Kelly Arnold, a former Kansas Republican Party chairman, said Tuesday that Marshall’s agriculture background is “obviously going to be pushed” during the campaign.

“This is one of the strong points that Roger Marshall has,” Arnold said.

Marshall won the GOP primary comfortably over Kris Kobach, a former Kansas secretary of state and polarizing conservative known for advocating restrictive immigration policies. Marshall had endorsements from the Kansas Farm Bureau and the Kansas Livestock Association.

Farm groups’ support was crucial to Marshall in 2016 when he ousted conservative tea-party Rep. Tim Huelskamp during the GOP primary. Marshall is an obstetrician and Huelskamp was a farmer and rancher, but Huelskamp had alienated agriculture groups by getting booted from the House Agriculture Committee in 2012, costing Kansas a seat for the first time in nearly a century. Huelskamp had clashed with then-House Speaker John Boehner.
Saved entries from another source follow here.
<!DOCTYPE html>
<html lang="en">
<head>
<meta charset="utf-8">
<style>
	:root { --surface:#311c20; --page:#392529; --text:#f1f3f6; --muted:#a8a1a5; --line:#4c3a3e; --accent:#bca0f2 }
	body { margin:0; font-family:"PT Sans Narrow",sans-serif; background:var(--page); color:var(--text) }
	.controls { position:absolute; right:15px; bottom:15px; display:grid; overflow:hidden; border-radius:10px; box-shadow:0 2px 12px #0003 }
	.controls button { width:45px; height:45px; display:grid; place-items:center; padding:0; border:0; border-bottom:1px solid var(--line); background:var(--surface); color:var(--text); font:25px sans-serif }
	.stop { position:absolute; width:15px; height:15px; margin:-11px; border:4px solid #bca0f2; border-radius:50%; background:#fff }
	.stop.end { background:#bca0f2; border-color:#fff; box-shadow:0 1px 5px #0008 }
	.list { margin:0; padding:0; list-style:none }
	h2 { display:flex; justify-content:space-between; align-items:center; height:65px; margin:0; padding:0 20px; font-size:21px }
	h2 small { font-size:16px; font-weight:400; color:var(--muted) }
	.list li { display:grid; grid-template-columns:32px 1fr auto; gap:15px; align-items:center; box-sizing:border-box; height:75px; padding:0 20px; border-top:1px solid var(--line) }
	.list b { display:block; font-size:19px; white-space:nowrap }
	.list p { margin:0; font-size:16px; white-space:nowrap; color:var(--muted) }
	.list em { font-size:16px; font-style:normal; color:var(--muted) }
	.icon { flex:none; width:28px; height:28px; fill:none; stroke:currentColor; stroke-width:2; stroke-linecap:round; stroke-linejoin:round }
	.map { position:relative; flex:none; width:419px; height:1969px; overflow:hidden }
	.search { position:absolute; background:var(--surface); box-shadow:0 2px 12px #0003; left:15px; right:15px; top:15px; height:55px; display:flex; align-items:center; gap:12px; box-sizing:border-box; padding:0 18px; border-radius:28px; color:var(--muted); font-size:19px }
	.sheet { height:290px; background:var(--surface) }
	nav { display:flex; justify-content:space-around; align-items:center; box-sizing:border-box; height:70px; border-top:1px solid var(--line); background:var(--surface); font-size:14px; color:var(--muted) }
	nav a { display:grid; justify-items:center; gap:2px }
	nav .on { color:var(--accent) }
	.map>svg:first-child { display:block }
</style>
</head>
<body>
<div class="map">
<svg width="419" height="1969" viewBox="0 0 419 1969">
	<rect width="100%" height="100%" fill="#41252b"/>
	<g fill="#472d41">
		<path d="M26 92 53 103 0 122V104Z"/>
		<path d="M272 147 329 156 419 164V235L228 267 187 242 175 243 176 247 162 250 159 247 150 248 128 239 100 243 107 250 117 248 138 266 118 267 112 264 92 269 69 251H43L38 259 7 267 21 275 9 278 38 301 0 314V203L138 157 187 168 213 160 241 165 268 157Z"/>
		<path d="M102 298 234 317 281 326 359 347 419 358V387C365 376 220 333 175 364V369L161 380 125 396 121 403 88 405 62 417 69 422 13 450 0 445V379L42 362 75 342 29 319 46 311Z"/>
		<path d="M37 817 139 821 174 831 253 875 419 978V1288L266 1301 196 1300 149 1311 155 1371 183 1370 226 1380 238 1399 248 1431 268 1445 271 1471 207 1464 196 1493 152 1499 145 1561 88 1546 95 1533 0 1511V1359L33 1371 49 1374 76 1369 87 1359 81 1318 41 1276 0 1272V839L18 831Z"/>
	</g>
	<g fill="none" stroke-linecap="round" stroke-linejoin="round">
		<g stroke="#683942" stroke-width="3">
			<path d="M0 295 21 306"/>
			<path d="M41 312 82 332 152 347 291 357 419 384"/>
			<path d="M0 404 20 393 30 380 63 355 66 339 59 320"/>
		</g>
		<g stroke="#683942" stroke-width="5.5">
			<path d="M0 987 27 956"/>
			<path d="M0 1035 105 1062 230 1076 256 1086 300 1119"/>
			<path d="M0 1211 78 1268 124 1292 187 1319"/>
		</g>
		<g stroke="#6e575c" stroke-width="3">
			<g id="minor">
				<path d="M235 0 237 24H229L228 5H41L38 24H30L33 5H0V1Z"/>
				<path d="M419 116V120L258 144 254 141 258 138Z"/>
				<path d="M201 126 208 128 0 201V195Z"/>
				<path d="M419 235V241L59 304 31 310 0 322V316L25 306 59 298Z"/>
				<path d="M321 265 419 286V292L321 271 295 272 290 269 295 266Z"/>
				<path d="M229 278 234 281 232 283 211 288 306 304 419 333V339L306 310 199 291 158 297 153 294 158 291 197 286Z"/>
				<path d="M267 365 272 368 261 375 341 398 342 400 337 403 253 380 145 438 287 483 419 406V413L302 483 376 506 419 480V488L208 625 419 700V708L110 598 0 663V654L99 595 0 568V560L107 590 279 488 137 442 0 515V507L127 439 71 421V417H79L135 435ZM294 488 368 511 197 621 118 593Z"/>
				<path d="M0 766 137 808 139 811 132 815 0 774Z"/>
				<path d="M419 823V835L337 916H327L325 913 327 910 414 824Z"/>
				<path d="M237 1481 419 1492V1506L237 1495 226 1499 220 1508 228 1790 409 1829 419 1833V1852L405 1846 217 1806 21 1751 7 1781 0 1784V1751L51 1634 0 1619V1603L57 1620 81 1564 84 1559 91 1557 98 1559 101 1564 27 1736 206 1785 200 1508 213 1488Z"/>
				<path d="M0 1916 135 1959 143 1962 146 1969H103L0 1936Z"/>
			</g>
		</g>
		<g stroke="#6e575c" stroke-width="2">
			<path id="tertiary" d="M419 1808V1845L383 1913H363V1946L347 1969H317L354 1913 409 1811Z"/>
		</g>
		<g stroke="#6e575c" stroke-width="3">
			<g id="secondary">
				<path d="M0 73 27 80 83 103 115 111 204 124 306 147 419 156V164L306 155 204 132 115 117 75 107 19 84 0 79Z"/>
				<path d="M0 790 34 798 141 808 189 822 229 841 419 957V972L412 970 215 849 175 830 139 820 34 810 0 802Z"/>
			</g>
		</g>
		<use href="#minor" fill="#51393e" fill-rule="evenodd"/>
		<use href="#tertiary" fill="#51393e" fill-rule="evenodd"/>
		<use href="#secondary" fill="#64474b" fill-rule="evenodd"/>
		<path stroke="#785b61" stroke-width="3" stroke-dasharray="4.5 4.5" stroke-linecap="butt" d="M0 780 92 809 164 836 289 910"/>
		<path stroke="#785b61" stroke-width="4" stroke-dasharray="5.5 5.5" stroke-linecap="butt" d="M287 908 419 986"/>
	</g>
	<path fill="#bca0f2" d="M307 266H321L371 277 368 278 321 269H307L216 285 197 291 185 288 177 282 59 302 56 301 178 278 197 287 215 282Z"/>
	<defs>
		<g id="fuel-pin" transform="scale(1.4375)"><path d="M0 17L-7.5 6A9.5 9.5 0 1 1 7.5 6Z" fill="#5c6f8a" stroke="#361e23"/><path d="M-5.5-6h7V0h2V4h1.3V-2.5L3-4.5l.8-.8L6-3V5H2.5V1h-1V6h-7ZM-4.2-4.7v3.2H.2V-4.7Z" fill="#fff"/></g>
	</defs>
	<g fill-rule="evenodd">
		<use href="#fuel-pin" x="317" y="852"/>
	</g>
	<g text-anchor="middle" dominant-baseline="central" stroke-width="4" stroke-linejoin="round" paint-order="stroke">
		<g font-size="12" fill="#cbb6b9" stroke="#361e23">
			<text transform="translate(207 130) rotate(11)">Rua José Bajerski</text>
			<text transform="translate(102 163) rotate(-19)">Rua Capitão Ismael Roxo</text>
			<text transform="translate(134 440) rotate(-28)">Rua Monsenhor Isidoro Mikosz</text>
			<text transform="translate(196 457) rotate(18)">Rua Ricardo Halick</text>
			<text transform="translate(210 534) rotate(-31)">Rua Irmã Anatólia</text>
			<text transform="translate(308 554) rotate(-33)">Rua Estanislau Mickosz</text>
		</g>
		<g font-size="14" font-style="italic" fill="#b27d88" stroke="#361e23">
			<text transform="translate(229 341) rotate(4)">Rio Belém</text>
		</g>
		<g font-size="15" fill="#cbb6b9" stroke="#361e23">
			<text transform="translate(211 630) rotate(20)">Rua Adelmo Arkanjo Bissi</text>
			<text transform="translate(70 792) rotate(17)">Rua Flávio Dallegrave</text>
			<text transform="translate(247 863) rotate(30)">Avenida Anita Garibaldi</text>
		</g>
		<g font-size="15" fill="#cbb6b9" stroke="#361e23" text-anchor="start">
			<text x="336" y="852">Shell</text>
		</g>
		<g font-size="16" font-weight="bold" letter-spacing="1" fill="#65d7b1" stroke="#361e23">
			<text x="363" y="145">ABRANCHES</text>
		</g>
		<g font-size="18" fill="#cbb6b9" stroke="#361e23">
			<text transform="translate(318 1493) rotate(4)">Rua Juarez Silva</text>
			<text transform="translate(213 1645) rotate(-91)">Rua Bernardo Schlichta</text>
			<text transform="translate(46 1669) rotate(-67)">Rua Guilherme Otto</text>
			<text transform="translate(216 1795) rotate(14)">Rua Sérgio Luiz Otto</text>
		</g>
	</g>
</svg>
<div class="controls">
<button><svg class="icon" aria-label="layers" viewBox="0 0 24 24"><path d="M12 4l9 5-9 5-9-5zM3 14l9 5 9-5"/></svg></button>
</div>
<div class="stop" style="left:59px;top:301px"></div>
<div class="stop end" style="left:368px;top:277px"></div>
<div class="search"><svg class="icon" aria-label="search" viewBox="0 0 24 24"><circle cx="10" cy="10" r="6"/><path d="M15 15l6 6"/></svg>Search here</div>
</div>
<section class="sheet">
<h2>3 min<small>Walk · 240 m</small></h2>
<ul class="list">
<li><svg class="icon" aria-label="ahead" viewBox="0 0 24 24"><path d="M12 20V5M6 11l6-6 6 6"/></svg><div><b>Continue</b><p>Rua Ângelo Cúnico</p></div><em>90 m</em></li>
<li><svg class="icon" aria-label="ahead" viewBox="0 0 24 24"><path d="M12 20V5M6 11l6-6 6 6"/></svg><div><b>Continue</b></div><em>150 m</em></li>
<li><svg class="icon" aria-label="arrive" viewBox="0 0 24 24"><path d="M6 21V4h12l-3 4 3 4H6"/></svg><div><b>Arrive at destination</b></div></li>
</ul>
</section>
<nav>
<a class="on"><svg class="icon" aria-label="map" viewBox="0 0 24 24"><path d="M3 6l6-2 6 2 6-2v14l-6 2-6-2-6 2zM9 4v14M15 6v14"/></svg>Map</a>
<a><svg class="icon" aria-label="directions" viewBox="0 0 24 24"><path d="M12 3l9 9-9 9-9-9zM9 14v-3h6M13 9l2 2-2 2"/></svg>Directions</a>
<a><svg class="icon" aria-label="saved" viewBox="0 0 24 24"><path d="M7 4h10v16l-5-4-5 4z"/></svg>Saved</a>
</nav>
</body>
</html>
Marshall immediately received a seat on the House Agriculture Committee after taking office in 2017. He said after winning the Senate primary last week that it’s “vitally important” for Kansas to have a seat on the Senate committee and Bollier is “not qualified.”

“She wouldn’t know the difference between milo and soybeans,” Marshall said.

Bollier, a retired anesthesiologist, is a state senator who represents leafy and affluent suburbs in Johnson County, the state’s most populous county. Her father was an anesthesiologist and her mother, a nurse, but Bollier said in a post-primary interview that her father did own land near Chillicothe, Missouri, that he had farmed — growing soybeans — before it later became wetlands.

Bollier’s latest television spot features her with former GOP Rep. Tom Moxley on his Council Grove ranch, with him wearing a cowboy hat.

“I have served in the state Legislature for 11 years and have spent every year hearing about the needs of our agriculture community and voting for them,” she said. “I look forward to on that ag committee in Washington.”

And Kansas Senate Democratic Leader Anthony Hensley, of Topeka, said while Marshall’s agriculture background gives him a popular message in western Kansas, he’s not sure the issue plays as well in urban areas. He also said her message of bringing bipartisanship to Washington will resonate.

Political scientist Bob Beatty, of Washburn University in Topeka, said Marshall’s agriculture background is positive and will helps some voters feel more comfortable with him. But he also noted half of the state’s 1.85 million registered voters live in its five most populous counties.

“The farm credential in Kansas is more cultural than just pure votes,” Beatty said. “It’s been waning over the years, but it still has symbolic power.”